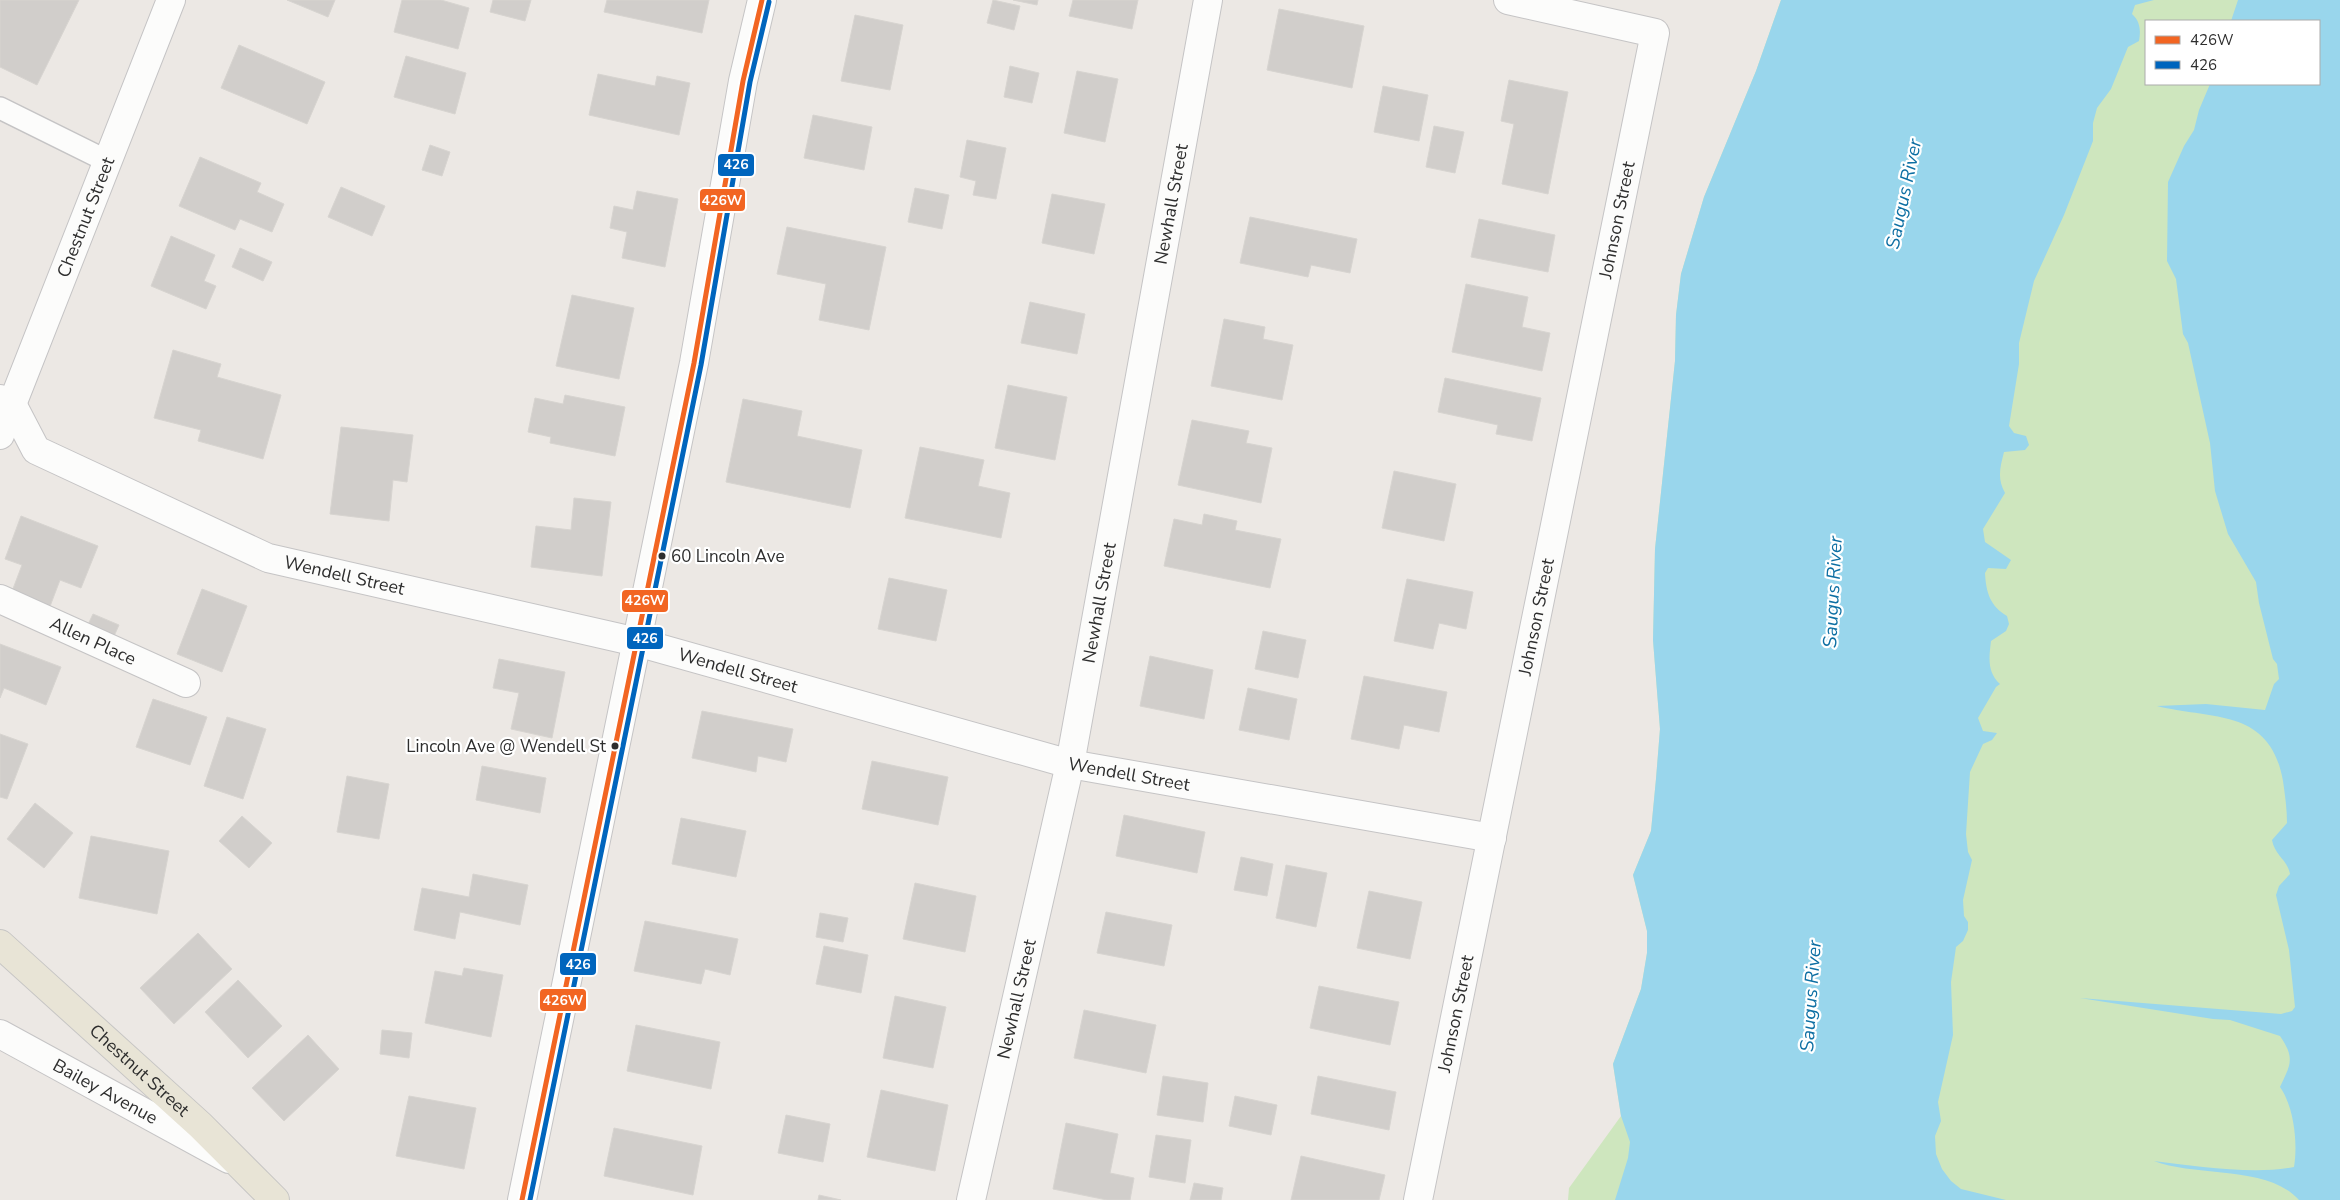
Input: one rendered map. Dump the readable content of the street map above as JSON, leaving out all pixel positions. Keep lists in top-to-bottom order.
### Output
{
  "streets": {
    "main road": ["Chestnut Street"],
    "street": [
      "Newhall Street",
      "Johnson Street",
      "Wendell Street",
      "Allen Place",
      "Bailey Avenue"
    ]
  },
  "crossings": [
    ["Newhall Street", "Wendell Street"],
    ["Chestnut Street", "Wendell Street"],
    ["Chestnut Street", "Bailey Avenue"],
    ["Johnson Street", "Wendell Street"]
  ],
  "water": ["Saugus River"],
  "places": ["60 Lincoln Ave", "Lincoln Ave @ Wendell St"],
  "lines": ["transit line 426W", "transit line 426"],
  "legend": ["426W", "426"]
}
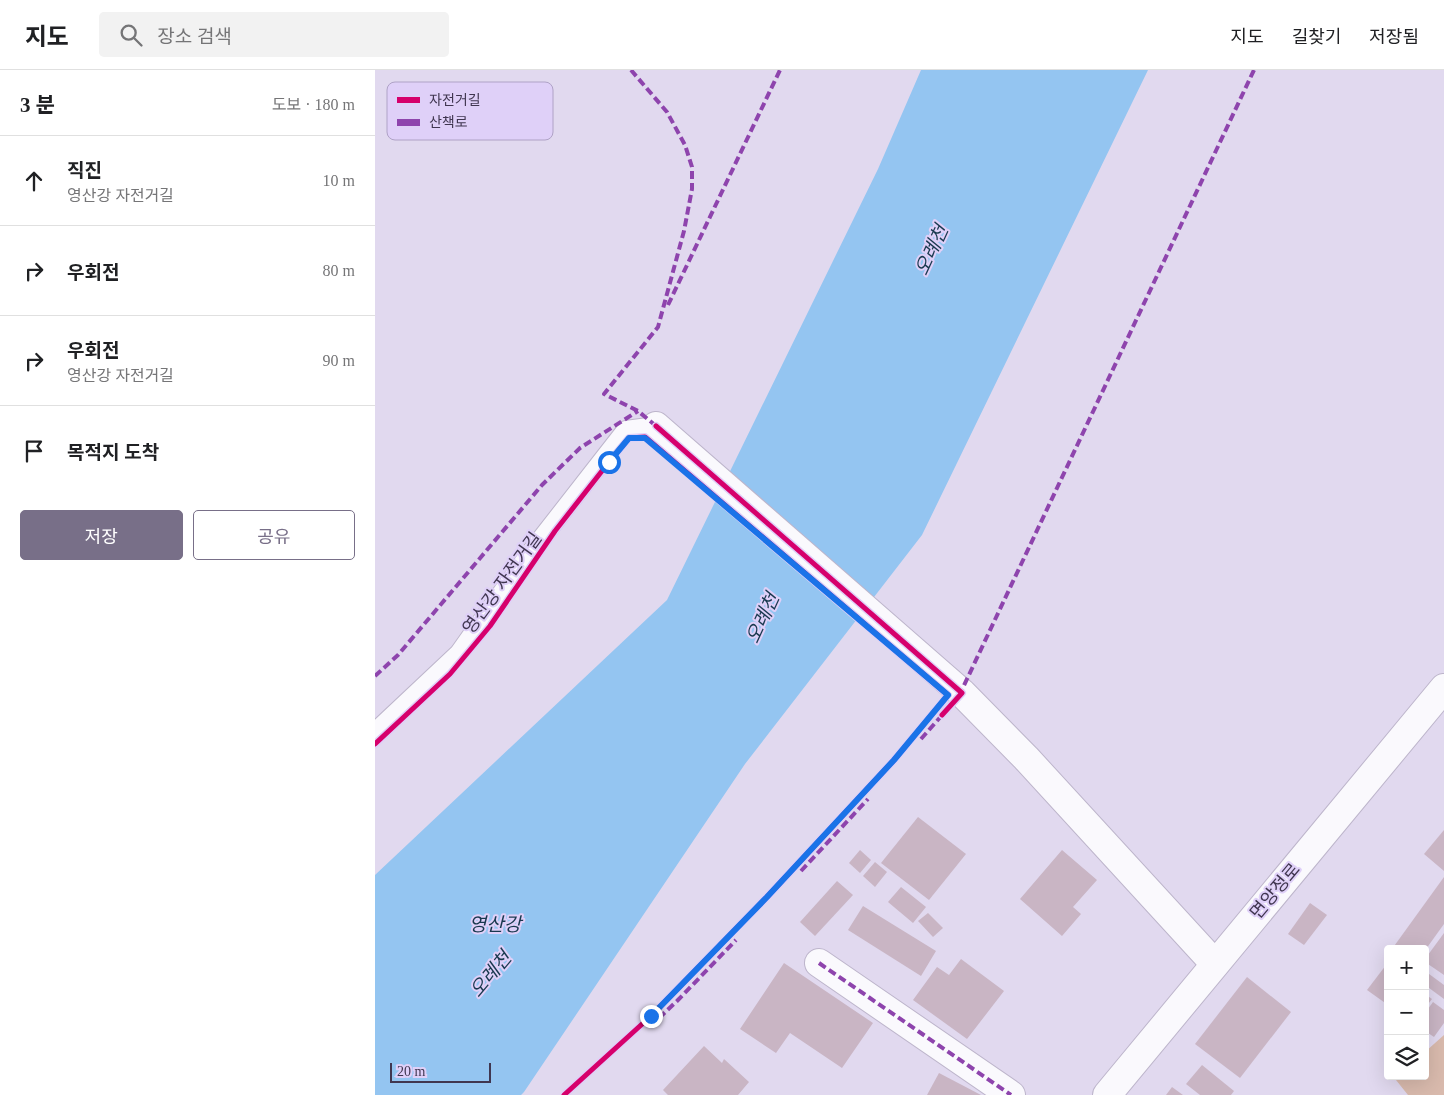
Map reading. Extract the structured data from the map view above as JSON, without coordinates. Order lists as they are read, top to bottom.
{
  "streets": {
    "street": ["면앙정로"],
    "cycle path": ["영산강 자전거길"]
  },
  "water": ["오례천", "영산강"],
  "legend": ["자전거길", "산책로"],
  "scale_bar": "20 m",
  "page": {
    "header": "지도",
    "search": "장소 검색",
    "nav": ["지도", "길찾기", "저장됨"],
    "heading": ["3 분", "도보 · 180 m"],
    "list": [
      ["직진", "영산강 자전거길", "10 m"],
      ["우회전", "80 m"],
      ["우회전", "영산강 자전거길", "90 m"],
      "목적지 도착"
    ],
    "buttons": ["저장", "공유"],
    "map_buttons": ["+", "−"],
    "scale": "20 m"
  }
}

WORK REQUIRED:
Output, unchanged, only the lines from the one that holds "Map reading. Extract" through the last line of the material above.

OUTPUT:
Map reading. Extract the structured data from the map view above as JSON, without coordinates. Order lists as they are read, top to bottom.
{
  "streets": {
    "street": ["면앙정로"],
    "cycle path": ["영산강 자전거길"]
  },
  "water": ["오례천", "영산강"],
  "legend": ["자전거길", "산책로"],
  "scale_bar": "20 m",
  "page": {
    "header": "지도",
    "search": "장소 검색",
    "nav": ["지도", "길찾기", "저장됨"],
    "heading": ["3 분", "도보 · 180 m"],
    "list": [
      ["직진", "영산강 자전거길", "10 m"],
      ["우회전", "80 m"],
      ["우회전", "영산강 자전거길", "90 m"],
      "목적지 도착"
    ],
    "buttons": ["저장", "공유"],
    "map_buttons": ["+", "−"],
    "scale": "20 m"
  }
}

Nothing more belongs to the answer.